Robertson tried to form a government but failed, and tired of the unsatisfactory position which he was confronted with, resigned his seat in the Legislative Assembly. He was then approached by Parkes, and a government was formed with Robertson as vice-president of the Executive Council and representative of the government in the Upper House. The combination was unexpected, as each leader had frequently denounced the other; but everyone was glad to escape from the confusion of the preceding years, and the ministry did good work in its four years of office. It amended the electoral law, brought in a new education act, improved the water-supply and sewerage systems, appointed stipendiary magistrates, regulated the liability of employers with regard to injuries to workmen, and made law other useful acts. In the 1880 election Parkes was returned for St Leonards.[6] When the Parkes Government left office in there was a large surplus in the New South Wales Treasury. Towards the end of 1881 Parkes was in bad health. He still kept up his habit of working long hours, and except for week-end visits to his house in the mountains he had no relaxation. It was suggested that a grant should be made by Parliament to enable him to go away on a voyage, but he declined to allow this to be brought forward. He also vetoed a suggestion that a substantial testimonial should be presented to him by his friends.

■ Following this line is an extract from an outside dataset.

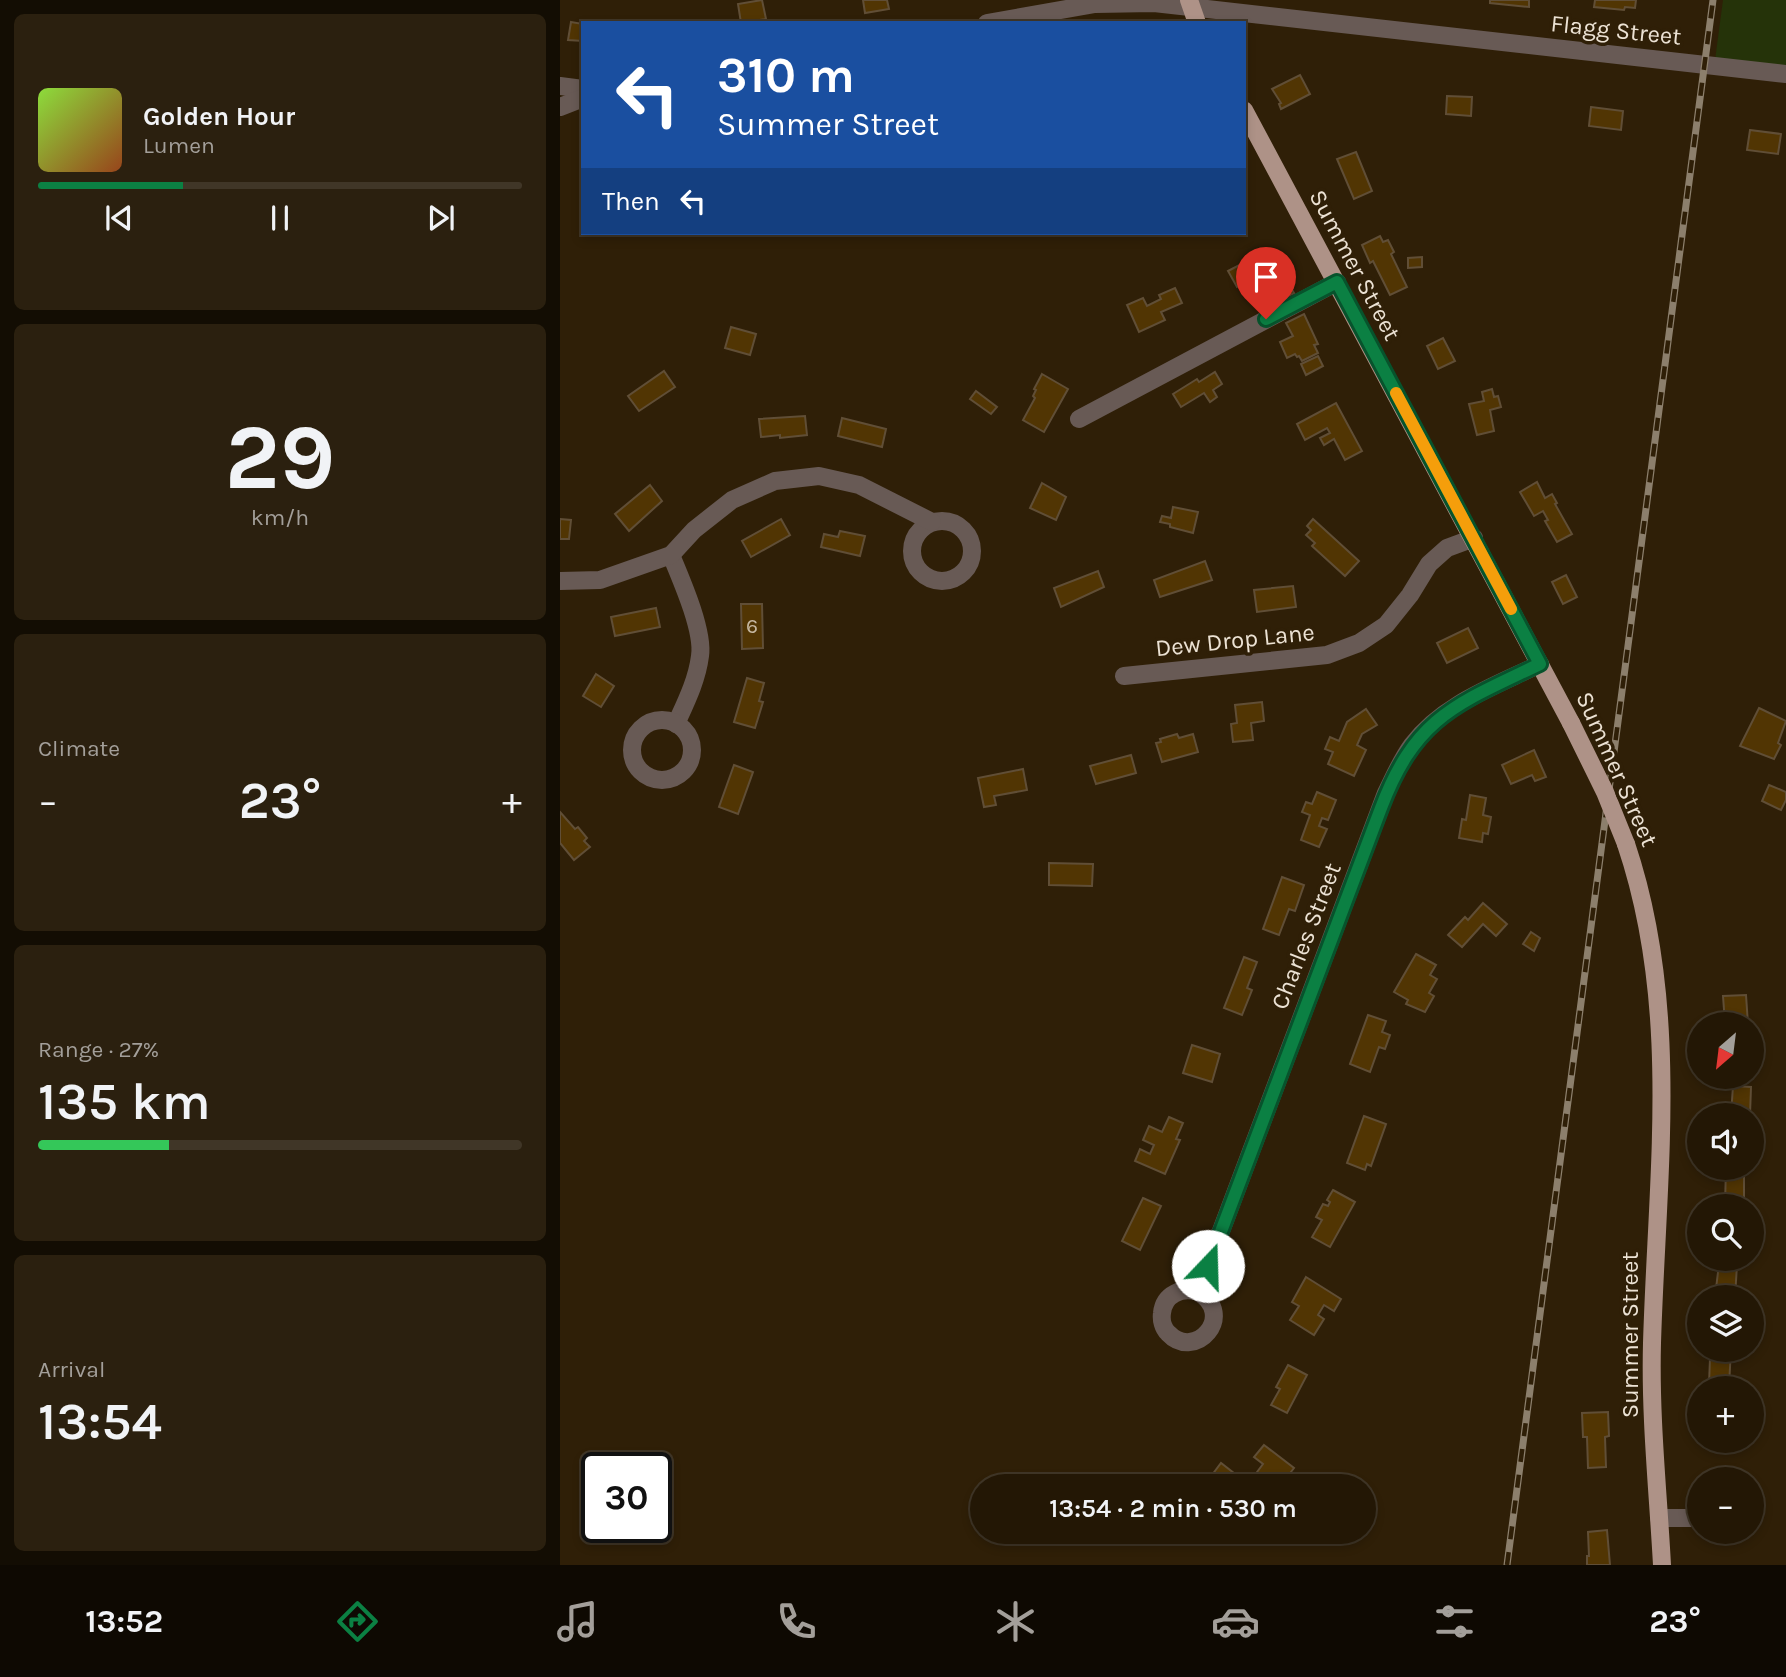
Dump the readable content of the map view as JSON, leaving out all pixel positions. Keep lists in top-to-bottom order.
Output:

Parkes decided to visit England at his own expenses, and at a banquet given by the citizens just before sailing, he drew a picture of what he hoped to do in the coming of years. He was never able to carry it out but at least he had the vision to see what was needed. He stayed in America for about six weeks on his way to Europe and did his best to make Australia better known. In England he was received as an honoured guest, and while everywhere he insisted on the desirability of preserving the ties between England and her colonies, he asked always that they should be allowed to work out their own salvation; "the softer the cords" he said "the stronger will be the union between us". Among the friends he made in England was Tennyson, and Lord Leigh, being aware that Parkes had been born at Stoneleigh, invited him to stay at Stoneleigh Abbey. Parkes was much interested to see again the farmhouse in which he was born and the church in which he was christened. On his way home he visited Melbourne where he was given a banquet on 15 August 1882. Two days later he was back in Sydney.

Electoral defeat

When Parkes returned the government was apparently in no danger, but there was a general feeling that an amendment of the land laws was necessary. Far too much of the land was falling into the hands of the large graziers and dummying was a common practice. As far back as 1877 Parkes had realized that the land laws were not working well, and Robertson's bill only proposed comparatively unimportant amendments. Robertson, however, was a strong man in the cabinet and Parkes unwisely took the line of least resistance. The ministry was defeated, a dissolution was obtained, and at the election the party was not only defeated, Parkes lost his own seat at East Sydney. Another constituency, Tenterfield, was found for him but he took little interest in politics for some time. He went to England as representative of a Sydney financial company and did not return until August 1884, having been absent 14 months. In November, he resigned his seat and announced his retirement from politics.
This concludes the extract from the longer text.